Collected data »
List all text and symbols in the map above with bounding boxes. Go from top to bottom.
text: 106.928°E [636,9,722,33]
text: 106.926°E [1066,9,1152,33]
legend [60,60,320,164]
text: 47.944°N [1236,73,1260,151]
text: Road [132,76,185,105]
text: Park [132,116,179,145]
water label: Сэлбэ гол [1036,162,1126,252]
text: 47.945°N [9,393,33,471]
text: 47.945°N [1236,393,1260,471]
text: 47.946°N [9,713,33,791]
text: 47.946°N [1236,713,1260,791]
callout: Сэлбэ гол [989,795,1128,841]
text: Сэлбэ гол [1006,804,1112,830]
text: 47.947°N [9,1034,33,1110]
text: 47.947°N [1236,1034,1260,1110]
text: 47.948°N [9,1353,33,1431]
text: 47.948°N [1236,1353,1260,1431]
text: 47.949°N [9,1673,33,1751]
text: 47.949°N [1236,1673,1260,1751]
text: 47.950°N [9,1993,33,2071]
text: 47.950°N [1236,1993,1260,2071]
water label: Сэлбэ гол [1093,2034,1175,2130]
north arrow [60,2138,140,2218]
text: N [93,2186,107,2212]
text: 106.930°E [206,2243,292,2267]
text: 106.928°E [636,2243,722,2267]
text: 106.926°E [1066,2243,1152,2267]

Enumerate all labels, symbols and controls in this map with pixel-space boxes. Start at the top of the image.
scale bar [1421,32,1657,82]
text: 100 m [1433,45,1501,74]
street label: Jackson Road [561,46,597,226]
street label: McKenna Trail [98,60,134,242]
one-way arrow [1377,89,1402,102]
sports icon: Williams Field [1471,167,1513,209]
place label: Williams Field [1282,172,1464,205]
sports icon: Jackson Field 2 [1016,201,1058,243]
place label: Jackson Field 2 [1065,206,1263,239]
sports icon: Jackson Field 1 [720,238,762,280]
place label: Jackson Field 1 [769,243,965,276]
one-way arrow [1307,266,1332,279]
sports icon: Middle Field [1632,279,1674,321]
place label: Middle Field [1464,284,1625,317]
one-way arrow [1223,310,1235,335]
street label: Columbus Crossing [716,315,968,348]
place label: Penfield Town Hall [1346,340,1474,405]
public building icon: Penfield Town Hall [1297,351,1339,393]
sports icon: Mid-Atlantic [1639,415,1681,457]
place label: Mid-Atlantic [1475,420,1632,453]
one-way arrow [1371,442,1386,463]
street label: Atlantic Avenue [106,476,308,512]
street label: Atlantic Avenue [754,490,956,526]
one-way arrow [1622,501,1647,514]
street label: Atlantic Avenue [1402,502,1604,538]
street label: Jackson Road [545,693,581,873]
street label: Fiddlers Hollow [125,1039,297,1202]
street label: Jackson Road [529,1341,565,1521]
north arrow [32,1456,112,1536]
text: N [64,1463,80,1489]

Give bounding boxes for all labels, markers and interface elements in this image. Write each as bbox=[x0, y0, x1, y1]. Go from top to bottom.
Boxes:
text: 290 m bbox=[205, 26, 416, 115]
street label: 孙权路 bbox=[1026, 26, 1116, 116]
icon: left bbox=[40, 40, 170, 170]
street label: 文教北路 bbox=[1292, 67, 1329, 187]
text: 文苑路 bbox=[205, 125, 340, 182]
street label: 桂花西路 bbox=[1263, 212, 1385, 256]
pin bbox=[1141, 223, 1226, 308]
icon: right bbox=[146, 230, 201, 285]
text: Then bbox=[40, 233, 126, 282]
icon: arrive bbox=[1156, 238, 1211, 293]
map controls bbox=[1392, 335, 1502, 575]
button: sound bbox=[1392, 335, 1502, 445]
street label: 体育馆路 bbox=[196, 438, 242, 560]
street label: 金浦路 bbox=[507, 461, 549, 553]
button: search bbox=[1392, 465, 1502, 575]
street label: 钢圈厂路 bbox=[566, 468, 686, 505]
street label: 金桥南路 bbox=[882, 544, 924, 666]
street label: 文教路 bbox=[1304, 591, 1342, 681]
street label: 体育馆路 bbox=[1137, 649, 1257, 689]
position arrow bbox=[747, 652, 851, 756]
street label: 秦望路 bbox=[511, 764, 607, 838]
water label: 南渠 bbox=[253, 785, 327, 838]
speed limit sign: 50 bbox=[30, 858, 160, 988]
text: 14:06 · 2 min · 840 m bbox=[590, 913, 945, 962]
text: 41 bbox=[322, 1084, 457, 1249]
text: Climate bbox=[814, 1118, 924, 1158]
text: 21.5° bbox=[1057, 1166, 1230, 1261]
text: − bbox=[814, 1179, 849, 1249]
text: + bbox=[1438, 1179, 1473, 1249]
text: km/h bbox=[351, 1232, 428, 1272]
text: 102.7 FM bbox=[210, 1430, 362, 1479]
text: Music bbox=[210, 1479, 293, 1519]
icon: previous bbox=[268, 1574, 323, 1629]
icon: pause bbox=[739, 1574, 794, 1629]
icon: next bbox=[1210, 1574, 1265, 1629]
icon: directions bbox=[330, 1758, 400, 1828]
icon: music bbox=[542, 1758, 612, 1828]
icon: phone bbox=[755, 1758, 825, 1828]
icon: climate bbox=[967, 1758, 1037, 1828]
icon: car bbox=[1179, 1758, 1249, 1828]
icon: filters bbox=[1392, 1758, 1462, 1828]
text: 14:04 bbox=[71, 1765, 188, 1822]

What you need to do » Write out again every entry above, exactly as given.

Task result »
List all text and symbols in the map above with bounding boxes. Go from top to bottom.
text: 106.928°E [636,9,722,33]
text: 106.926°E [1066,9,1152,33]
legend [60,60,320,164]
text: 47.944°N [1236,73,1260,151]
text: Road [132,76,185,105]
text: Park [132,116,179,145]
water label: Сэлбэ гол [1036,162,1126,252]
text: 47.945°N [9,393,33,471]
text: 47.945°N [1236,393,1260,471]
text: 47.946°N [9,713,33,791]
text: 47.946°N [1236,713,1260,791]
callout: Сэлбэ гол [989,795,1128,841]
text: Сэлбэ гол [1006,804,1112,830]
text: 47.947°N [9,1034,33,1110]
text: 47.947°N [1236,1034,1260,1110]
text: 47.948°N [9,1353,33,1431]
text: 47.948°N [1236,1353,1260,1431]
text: 47.949°N [9,1673,33,1751]
text: 47.949°N [1236,1673,1260,1751]
text: 47.950°N [9,1993,33,2071]
text: 47.950°N [1236,1993,1260,2071]
water label: Сэлбэ гол [1093,2034,1175,2130]
north arrow [60,2138,140,2218]
text: N [93,2186,107,2212]
text: 106.930°E [206,2243,292,2267]
text: 106.928°E [636,2243,722,2267]
text: 106.926°E [1066,2243,1152,2267]

Enumerate all labels, symbols and controls in this map with pixel-space boxes. Start at the top of the image.
scale bar [1421,32,1657,82]
text: 100 m [1433,45,1501,74]
street label: Jackson Road [561,46,597,226]
street label: McKenna Trail [98,60,134,242]
one-way arrow [1377,89,1402,102]
sports icon: Williams Field [1471,167,1513,209]
place label: Williams Field [1282,172,1464,205]
sports icon: Jackson Field 2 [1016,201,1058,243]
place label: Jackson Field 2 [1065,206,1263,239]
sports icon: Jackson Field 1 [720,238,762,280]
place label: Jackson Field 1 [769,243,965,276]
one-way arrow [1307,266,1332,279]
sports icon: Middle Field [1632,279,1674,321]
place label: Middle Field [1464,284,1625,317]
one-way arrow [1223,310,1235,335]
street label: Columbus Crossing [716,315,968,348]
place label: Penfield Town Hall [1346,340,1474,405]
public building icon: Penfield Town Hall [1297,351,1339,393]
sports icon: Mid-Atlantic [1639,415,1681,457]
place label: Mid-Atlantic [1475,420,1632,453]
one-way arrow [1371,442,1386,463]
street label: Atlantic Avenue [106,476,308,512]
street label: Atlantic Avenue [754,490,956,526]
one-way arrow [1622,501,1647,514]
street label: Atlantic Avenue [1402,502,1604,538]
street label: Jackson Road [545,693,581,873]
street label: Fiddlers Hollow [125,1039,297,1202]
street label: Jackson Road [529,1341,565,1521]
north arrow [32,1456,112,1536]
text: N [64,1463,80,1489]

Give bounding boxes for all labels, markers and interface elements in this image. Write each as bbox=[x0, y0, x1, y1]. Go from top to bottom.
Boxes:
text: 290 m bbox=[205, 26, 416, 115]
street label: 孙权路 bbox=[1026, 26, 1116, 116]
icon: left bbox=[40, 40, 170, 170]
street label: 文教北路 bbox=[1292, 67, 1329, 187]
text: 文苑路 bbox=[205, 125, 340, 182]
street label: 桂花西路 bbox=[1263, 212, 1385, 256]
pin bbox=[1141, 223, 1226, 308]
icon: right bbox=[146, 230, 201, 285]
text: Then bbox=[40, 233, 126, 282]
icon: arrive bbox=[1156, 238, 1211, 293]
map controls bbox=[1392, 335, 1502, 575]
button: sound bbox=[1392, 335, 1502, 445]
street label: 体育馆路 bbox=[196, 438, 242, 560]
street label: 金浦路 bbox=[507, 461, 549, 553]
button: search bbox=[1392, 465, 1502, 575]
street label: 钢圈厂路 bbox=[566, 468, 686, 505]
street label: 金桥南路 bbox=[882, 544, 924, 666]
street label: 文教路 bbox=[1304, 591, 1342, 681]
street label: 体育馆路 bbox=[1137, 649, 1257, 689]
position arrow bbox=[747, 652, 851, 756]
street label: 秦望路 bbox=[511, 764, 607, 838]
water label: 南渠 bbox=[253, 785, 327, 838]
speed limit sign: 50 bbox=[30, 858, 160, 988]
text: 14:06 · 2 min · 840 m bbox=[590, 913, 945, 962]
text: 41 bbox=[322, 1084, 457, 1249]
text: Climate bbox=[814, 1118, 924, 1158]
text: 21.5° bbox=[1057, 1166, 1230, 1261]
text: − bbox=[814, 1179, 849, 1249]
text: + bbox=[1438, 1179, 1473, 1249]
text: km/h bbox=[351, 1232, 428, 1272]
text: 102.7 FM bbox=[210, 1430, 362, 1479]
text: Music bbox=[210, 1479, 293, 1519]
icon: previous bbox=[268, 1574, 323, 1629]
icon: pause bbox=[739, 1574, 794, 1629]
icon: next bbox=[1210, 1574, 1265, 1629]
icon: directions bbox=[330, 1758, 400, 1828]
icon: music bbox=[542, 1758, 612, 1828]
icon: phone bbox=[755, 1758, 825, 1828]
icon: climate bbox=[967, 1758, 1037, 1828]
icon: car bbox=[1179, 1758, 1249, 1828]
icon: filters bbox=[1392, 1758, 1462, 1828]
text: 14:04 bbox=[71, 1765, 188, 1822]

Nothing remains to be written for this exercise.